GFP tag inserted at C-terminus of endogenous nhr-49 locus. Reference: Ruiz M, et al. Nat Commun. 2022 Nov 22;13(1):7162. doi: 10.1038/s41467-022-34931-0. PMID: 36418331.

utsIs4 [nhr-49p::nhr-49::GFP + myo-2p::mCherry]. Strain was back-crossed to N2 following transgene integration (parental strain described in Ratnappan R, et al. PLoS Genet. 2014 Dec 4;10(12):e1004829. doi: 10.1371/journal.pgen.1004829. ). Reference: Watterson A, et al. Nature. 2022 May;605(7911):736-740. doi: 10.1038/s41586-022-04729-7. PMID: 35585236.

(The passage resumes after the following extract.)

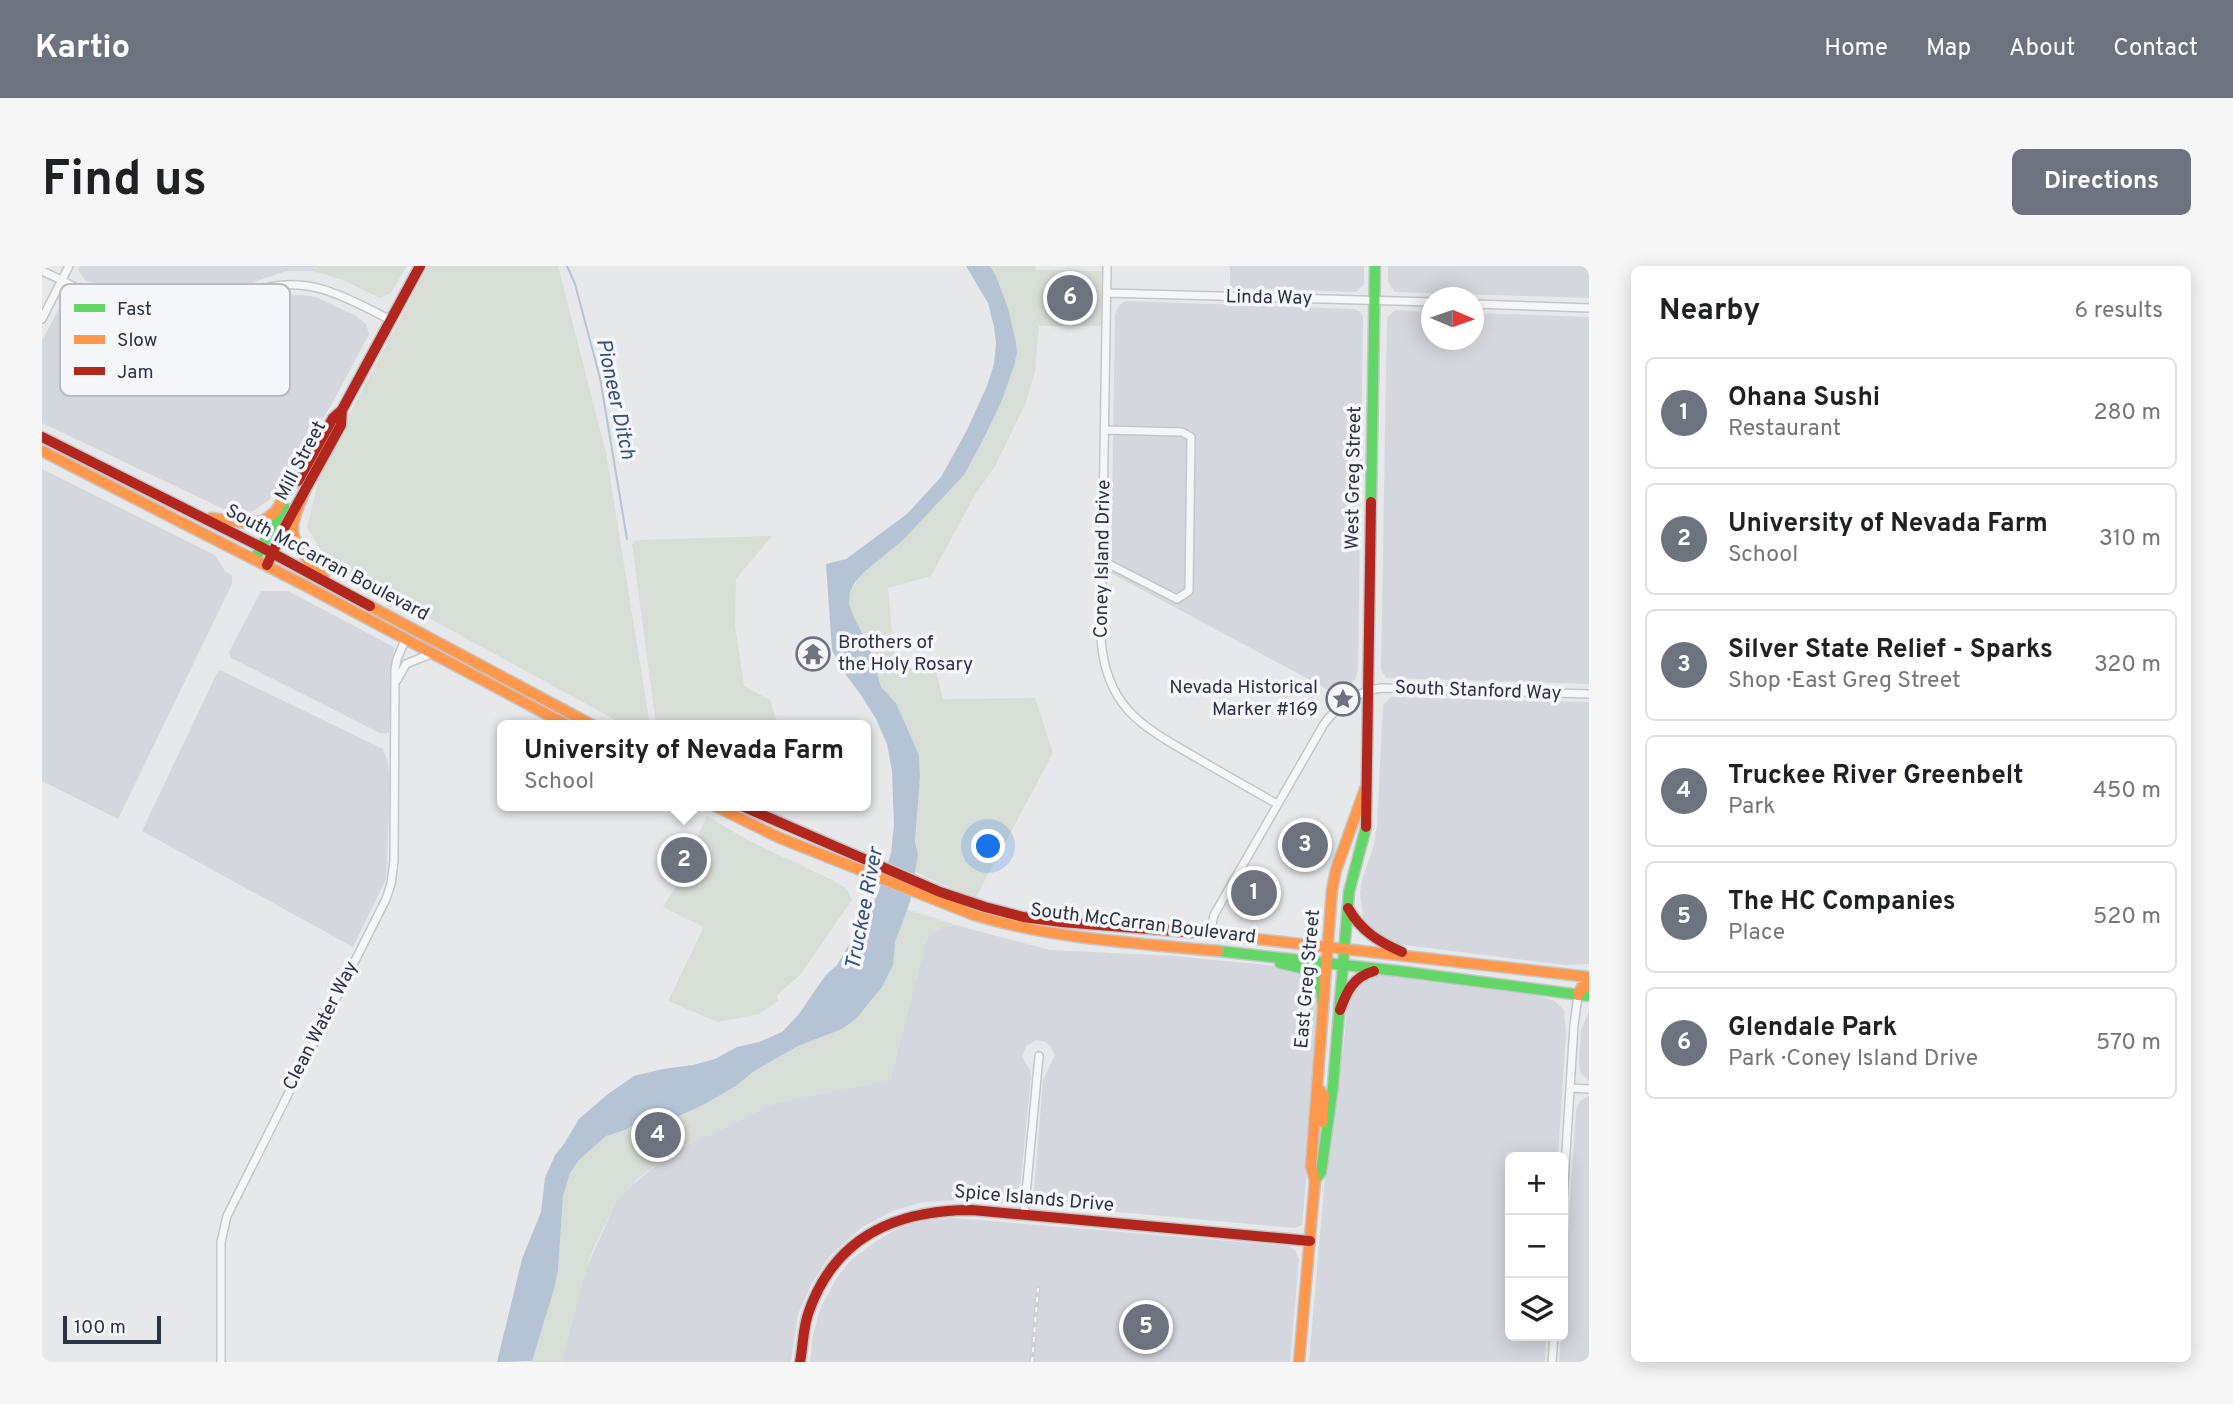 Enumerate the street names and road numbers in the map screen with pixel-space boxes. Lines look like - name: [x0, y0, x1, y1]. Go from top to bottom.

This double mutant strain contains an excess polyunsaturated fatty acids in its cell membranes accompanied by excess lipid peroxidation, cell permeability, increased autophagy and other defects. The nhr-49(et8) C9873765T [WS200] mutation can be detected by PCR using the following primers: nhr-49 Fwd: 5’-CAGATTATGATTCGTGATGCTAGA-3; nhr-49 WT Rev: 5’-GAGATGAAAGATGTTGCTGTAGAG-3; nhr-49 Mut Rev: 5’-GAGATGAAAGATGTTGCTGTAGAA-3’. Annealing 65°C, expected products ~300 bp. The mdt-15(et14) C5832666T [WS200] mutation can be detected by PCR using the following primers: mdt-15(et14) Mut Fwd: 5’-GTGCCTCCAGATCCACAGCT-3’; mdt-15(et14) WT Fwd: 5’-GTGCCTCCAGATCCACAGCC-3’; mdt-15 Rev: 5’-CACCCATTGGAGCACCACT-3’. Annealing 65°C, expected product ~400 bp. Reference: Devkota R, et al. Genetics (in press). Volume 219, Issue 1, September 2021. https://doi.org/10.1093/genetics/iyab093

This triple mutant strain contains an excess polyunsaturated fatty acids in its cell membranes accompanied by excess lipid peroxidation, cell permeability, increased autophagy and other defects. The acs-13(et54) mutation (G125R) can be detected using PCR with the following primers: WT FWD: 5´CTA CCA GGG TGT TCG CCA TG 3; acs-13 mutant FWD: 5´CTA CCA GGG TGT TCG CCA TA 3; acs-13 REV: 5´TCA AAC TTG GGC ATT GCT CC 3´. Annealing 65°C, expected product 395 bp. The nhr-49(et8) C9873765T [WS200] mutation can be detected by PCR using the following primers: nhr-49 Fwd: 5’-CAGATTATGATTCGTGATGCTAGA-3; nhr-49 WT Rev: 5’-GAGATGAAAGATGTTGCTGTAGAG-3; nhr-49 Mut Rev: 5’-GAGATGAAAGATGTTGCTGTAGAA-3’. Annealing 65°C, expected products ~300 bp. The mdt-15(et14) C5832666T [WS200] mutation can be detected by PCR using the following primers: mdt-15(et14) Mut Fwd: 5’-GTGCCTCCAGATCCACAGCT-3’; mdt-15(et14) WT Fwd: 5’-GTGCCTCCAGATCCACAGCC-3’; mdt-15 Rev: 5’-CACCCATTGGAGCACCACT-3’. Annealing 65°C, expected product ~400 bp. Reference: Devkota R, et al. Genetics (in press). Volume 219, Issue 1, September 2021. https://doi.org/10.1093/genetics/iyab093

zuIs178 [his-72(1kb 5' UTR)::his-72::SRPVAT::GFP::his-72 (1KB 3' UTR) + 5.7 kb XbaI - HindIII unc-119(+)]. stIs10024 [pie-1::H2B::GFP::pie-1 3' UTR + unc-119(+)]. stIs10932 [nhr-49.c::H1-wCherry + unc-119(+)].

ujIs113 [pie-1p::mCherry::H2B::pie-1 3'UTR + nhr-2p::mCherry::his-24::let-858 3’UTR + unc-119(+)] II. mNeonGreen knockin at C-terminus of nhr-49 locus. Cellular protein expression pattern during embryogenesis (until bean stage) is available at http://dulab.genetics.ac.cn/TF-atlas. Reference: Ma X, Zhao Z, Xiao L, et al. Nat Methods. 2021;18(8):893-902. doi:10.1038/s41592-021-01216-1.

wbmEx64 [rab-3p::nhr-49(cDNA)::unc-54 3'UTR + myo-3p::mCherry::unc54 3'UTR]. mCherry expression in muscle. Pick fluorescent animals to maintain. Reference: Burkewitz K, et al. Cell. 2015 Feb 26; 160(5): 842-55.